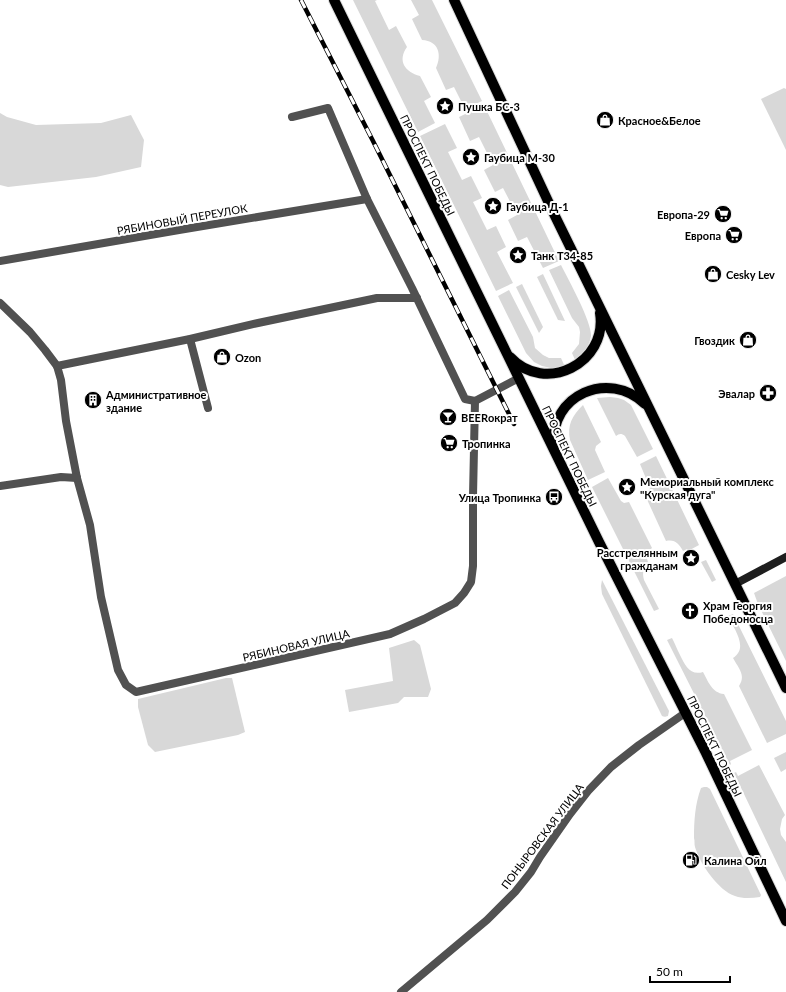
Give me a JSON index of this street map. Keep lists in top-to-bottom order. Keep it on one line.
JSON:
{"streets":{"main road":["ПРОСПЕКТ ПОБЕДЫ"],"street":["РЯБИНОВЫЙ ПЕРЕУЛОК","РЯБИНОВАЯ УЛИЦА","ПОНЫРОВСКАЯ УЛИЦА"]},"crossings":[["ПРОСПЕКТ ПОБЕДЫ","ПОНЫРОВСКАЯ УЛИЦА"]],"places":{"place":["Пушка БС-3","Гаубица М-30","Гаубица Д-1","Танк Т34-85","Мемориальный комплекс \"Курская дуга\"","Расстрелянным гражданам"],"shop":["Красное&Белое","Cesky Lev","Гвоздик","Ozon"],"supermarket":["Европа-29","Европа","Тропинка"],"pharmacy":["Эвалар"],"building":["Административное здание"],"bar":["BEERократ"],"bus stop":["Улица Тропинка"],"church":["Храм Георгия Победоносца"],"fuel station":["Калина Ойл"]},"scale_bar":"50 m"}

Task: Each line that contains "JSON" is to be copied from the listing above.

Response below:
Give me a JSON index of this street map. Keep lists in top-to-bottom order. Keep it on one line.
JSON:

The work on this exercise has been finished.